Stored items
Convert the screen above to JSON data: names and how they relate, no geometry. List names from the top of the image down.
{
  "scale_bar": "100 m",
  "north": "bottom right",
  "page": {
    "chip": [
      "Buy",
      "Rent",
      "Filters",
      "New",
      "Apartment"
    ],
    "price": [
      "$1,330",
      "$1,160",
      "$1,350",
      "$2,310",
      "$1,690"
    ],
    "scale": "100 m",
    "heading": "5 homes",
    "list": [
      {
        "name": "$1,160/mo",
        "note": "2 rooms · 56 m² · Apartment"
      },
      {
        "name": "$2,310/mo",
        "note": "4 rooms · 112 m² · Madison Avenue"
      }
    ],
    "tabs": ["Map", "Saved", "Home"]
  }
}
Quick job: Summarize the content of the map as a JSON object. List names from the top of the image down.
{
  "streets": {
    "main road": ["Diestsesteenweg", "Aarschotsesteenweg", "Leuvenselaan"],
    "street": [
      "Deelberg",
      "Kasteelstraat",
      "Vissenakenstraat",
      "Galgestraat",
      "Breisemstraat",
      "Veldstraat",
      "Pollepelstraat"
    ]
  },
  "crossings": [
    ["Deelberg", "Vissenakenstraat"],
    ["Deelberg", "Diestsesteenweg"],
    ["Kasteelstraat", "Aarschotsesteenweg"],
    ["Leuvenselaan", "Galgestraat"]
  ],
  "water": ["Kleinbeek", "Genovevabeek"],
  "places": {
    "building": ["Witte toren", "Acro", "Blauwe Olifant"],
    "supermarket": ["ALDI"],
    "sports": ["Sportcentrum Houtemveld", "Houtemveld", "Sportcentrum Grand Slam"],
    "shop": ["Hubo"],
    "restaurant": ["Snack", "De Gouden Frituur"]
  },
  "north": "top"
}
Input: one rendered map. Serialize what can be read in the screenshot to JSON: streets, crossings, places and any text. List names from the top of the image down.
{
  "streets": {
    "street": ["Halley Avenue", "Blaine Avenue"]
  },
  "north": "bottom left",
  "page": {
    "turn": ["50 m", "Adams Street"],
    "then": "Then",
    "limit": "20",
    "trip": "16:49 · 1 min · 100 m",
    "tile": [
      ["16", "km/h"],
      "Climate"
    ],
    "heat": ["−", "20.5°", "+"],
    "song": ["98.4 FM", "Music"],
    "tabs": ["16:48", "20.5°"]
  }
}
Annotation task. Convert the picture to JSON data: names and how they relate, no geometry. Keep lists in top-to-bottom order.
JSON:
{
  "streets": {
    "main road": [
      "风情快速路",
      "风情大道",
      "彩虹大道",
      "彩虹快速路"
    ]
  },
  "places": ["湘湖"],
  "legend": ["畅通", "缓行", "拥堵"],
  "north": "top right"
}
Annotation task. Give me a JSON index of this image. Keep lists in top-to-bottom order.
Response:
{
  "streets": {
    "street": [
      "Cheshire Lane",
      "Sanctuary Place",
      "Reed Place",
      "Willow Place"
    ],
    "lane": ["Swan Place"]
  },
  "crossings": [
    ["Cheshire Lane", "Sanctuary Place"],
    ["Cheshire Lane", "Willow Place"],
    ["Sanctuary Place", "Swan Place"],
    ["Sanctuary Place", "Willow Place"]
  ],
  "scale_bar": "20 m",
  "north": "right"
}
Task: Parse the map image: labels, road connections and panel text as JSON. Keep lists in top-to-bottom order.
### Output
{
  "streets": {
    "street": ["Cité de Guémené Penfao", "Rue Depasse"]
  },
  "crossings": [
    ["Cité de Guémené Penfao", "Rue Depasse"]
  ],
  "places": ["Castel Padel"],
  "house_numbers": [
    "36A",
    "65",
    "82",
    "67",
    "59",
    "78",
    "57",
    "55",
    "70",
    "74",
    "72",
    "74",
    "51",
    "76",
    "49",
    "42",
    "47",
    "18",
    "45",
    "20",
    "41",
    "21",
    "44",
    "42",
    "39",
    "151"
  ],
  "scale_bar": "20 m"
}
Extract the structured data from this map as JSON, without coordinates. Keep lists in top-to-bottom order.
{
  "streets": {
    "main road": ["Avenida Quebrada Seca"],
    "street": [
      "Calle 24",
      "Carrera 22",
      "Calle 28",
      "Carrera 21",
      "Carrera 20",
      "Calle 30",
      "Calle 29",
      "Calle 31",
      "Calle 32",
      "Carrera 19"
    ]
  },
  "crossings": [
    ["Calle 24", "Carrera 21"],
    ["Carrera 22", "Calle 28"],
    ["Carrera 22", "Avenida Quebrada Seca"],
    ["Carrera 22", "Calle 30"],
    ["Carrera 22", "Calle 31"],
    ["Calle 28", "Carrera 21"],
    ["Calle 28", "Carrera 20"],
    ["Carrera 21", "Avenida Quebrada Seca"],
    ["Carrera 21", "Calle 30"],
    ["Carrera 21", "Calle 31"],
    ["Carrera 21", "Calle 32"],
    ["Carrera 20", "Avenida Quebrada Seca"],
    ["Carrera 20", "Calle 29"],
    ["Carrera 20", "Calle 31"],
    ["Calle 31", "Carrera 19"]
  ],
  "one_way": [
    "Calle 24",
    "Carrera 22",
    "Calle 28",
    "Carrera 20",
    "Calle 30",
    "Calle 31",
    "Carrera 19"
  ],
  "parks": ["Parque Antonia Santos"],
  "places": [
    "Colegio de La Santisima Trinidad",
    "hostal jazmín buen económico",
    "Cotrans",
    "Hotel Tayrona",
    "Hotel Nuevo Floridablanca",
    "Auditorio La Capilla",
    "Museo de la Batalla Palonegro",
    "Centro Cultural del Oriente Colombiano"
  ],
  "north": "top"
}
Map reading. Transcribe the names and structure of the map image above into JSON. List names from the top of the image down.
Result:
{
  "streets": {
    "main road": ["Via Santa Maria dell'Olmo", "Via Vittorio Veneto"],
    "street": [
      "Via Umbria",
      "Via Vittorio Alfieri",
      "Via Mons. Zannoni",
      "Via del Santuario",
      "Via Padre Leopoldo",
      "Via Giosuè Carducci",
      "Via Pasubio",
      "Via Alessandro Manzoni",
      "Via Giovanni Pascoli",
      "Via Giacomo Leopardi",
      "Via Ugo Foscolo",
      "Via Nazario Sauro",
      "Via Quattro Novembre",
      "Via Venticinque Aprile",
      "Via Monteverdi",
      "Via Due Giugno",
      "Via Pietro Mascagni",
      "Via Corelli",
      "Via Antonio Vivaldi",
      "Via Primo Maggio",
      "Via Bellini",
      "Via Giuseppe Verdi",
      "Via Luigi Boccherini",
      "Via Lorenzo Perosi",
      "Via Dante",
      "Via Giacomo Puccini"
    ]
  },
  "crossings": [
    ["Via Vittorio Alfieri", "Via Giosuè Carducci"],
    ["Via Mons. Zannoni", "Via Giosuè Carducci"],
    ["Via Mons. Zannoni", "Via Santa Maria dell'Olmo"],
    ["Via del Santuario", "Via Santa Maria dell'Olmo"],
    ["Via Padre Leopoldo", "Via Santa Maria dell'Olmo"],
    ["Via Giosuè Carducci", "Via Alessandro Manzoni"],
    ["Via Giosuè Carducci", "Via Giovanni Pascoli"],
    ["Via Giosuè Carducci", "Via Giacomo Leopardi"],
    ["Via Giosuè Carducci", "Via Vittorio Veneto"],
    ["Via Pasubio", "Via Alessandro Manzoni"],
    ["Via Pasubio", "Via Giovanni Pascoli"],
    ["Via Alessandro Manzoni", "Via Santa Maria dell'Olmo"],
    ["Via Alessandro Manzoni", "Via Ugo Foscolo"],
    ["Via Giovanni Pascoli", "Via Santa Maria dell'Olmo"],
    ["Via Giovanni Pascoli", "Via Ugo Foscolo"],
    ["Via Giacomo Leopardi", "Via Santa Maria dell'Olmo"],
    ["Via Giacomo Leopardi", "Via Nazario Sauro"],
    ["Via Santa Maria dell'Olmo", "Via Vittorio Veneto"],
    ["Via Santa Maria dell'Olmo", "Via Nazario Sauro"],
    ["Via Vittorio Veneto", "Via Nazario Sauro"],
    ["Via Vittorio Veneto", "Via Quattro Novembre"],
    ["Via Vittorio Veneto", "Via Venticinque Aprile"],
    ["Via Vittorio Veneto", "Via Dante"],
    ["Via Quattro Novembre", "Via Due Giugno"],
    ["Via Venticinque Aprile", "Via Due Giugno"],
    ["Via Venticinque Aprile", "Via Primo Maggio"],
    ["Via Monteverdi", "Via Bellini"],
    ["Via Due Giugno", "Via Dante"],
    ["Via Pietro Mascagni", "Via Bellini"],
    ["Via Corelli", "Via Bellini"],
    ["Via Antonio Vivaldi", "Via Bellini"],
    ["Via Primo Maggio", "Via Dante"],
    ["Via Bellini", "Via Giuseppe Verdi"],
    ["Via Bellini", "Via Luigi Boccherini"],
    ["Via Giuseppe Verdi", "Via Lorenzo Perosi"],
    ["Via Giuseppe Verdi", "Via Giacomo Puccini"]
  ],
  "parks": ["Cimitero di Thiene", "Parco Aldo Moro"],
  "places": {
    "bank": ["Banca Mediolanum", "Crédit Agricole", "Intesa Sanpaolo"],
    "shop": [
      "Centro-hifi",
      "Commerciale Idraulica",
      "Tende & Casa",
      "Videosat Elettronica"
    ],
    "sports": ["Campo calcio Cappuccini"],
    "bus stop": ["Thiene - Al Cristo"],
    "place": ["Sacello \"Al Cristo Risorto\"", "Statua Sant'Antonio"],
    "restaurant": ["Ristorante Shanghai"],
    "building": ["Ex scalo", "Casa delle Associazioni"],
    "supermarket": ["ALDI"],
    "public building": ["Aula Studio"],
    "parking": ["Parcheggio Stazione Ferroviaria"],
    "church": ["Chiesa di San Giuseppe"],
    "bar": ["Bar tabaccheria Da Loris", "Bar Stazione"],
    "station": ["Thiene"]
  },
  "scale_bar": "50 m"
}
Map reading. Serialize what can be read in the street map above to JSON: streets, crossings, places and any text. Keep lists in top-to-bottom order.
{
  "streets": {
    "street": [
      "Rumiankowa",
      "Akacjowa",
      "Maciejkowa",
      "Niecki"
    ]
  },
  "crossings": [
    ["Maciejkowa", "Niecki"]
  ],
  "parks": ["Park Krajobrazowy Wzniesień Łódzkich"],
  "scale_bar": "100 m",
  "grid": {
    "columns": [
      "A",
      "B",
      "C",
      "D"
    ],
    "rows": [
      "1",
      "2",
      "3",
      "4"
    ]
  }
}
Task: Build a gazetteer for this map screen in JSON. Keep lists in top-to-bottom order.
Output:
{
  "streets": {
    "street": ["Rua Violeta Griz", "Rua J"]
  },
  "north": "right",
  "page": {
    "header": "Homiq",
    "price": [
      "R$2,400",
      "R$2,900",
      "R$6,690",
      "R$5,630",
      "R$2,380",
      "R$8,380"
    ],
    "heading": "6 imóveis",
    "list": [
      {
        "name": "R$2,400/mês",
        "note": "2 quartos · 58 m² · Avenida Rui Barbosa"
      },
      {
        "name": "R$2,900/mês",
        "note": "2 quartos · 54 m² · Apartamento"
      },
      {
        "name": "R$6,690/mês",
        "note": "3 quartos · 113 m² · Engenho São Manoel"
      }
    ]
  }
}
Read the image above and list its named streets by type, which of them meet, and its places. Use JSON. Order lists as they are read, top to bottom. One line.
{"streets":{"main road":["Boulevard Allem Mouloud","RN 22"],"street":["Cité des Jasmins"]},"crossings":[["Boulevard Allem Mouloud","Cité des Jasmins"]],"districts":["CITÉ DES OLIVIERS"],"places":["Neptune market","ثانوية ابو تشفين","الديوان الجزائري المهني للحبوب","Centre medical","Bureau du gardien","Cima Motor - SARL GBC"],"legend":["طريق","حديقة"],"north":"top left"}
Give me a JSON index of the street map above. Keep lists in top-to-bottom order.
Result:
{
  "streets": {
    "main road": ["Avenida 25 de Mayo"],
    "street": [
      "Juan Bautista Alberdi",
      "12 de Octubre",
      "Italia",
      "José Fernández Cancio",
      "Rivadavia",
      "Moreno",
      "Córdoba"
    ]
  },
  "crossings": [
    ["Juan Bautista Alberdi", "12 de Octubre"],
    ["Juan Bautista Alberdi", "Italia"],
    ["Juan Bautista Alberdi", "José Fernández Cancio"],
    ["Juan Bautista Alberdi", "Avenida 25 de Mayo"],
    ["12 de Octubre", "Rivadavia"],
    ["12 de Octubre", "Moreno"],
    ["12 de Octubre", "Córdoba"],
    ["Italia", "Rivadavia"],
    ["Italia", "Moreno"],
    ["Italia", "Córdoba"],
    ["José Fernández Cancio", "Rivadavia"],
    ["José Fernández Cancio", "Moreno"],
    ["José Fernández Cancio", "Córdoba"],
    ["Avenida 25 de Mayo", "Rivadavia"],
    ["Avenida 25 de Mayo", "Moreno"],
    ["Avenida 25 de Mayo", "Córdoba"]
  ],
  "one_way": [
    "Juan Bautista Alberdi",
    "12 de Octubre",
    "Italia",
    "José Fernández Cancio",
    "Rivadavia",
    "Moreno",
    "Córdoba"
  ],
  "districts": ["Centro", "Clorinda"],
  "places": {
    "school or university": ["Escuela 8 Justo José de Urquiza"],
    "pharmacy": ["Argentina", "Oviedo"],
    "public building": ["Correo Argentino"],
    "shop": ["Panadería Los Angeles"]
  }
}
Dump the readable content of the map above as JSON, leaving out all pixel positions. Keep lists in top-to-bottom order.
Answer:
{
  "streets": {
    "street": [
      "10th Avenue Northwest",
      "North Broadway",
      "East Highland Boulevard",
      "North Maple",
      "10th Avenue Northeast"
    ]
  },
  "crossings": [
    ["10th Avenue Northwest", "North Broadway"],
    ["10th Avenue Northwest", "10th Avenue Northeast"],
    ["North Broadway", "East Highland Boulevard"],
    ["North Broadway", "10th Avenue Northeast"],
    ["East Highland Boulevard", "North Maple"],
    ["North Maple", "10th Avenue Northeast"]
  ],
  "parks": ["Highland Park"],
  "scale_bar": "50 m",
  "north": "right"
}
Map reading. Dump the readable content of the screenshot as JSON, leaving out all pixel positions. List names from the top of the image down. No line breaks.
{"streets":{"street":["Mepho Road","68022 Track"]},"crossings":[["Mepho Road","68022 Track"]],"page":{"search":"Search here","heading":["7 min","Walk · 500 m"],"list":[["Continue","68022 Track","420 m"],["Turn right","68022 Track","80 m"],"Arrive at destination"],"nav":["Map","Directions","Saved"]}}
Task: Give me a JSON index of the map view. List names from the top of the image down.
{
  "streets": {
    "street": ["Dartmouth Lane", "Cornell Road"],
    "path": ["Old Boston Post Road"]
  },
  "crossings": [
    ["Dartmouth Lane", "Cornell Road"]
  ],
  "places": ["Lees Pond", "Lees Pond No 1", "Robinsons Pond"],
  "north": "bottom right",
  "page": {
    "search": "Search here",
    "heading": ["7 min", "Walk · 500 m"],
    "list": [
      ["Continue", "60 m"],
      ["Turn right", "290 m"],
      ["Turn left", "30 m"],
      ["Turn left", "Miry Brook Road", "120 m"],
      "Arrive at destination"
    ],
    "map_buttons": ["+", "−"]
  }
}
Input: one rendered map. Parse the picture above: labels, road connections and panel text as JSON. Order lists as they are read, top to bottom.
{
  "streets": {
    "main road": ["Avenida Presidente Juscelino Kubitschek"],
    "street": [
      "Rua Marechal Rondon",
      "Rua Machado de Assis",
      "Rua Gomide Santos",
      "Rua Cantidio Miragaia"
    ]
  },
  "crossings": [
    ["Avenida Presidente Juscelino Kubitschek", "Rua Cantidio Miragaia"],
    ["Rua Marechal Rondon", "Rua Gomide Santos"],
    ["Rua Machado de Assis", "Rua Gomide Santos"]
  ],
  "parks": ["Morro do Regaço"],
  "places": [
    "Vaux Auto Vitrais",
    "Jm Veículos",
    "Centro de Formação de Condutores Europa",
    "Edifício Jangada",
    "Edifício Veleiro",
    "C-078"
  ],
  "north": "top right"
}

▸ **Activity**
Show all lines from the records above where the word "Machado" occurs.

▸ **Written solution**
      "Rua Machado de Assis",
    ["Rua Machado de Assis", "Rua Gomide Santos"]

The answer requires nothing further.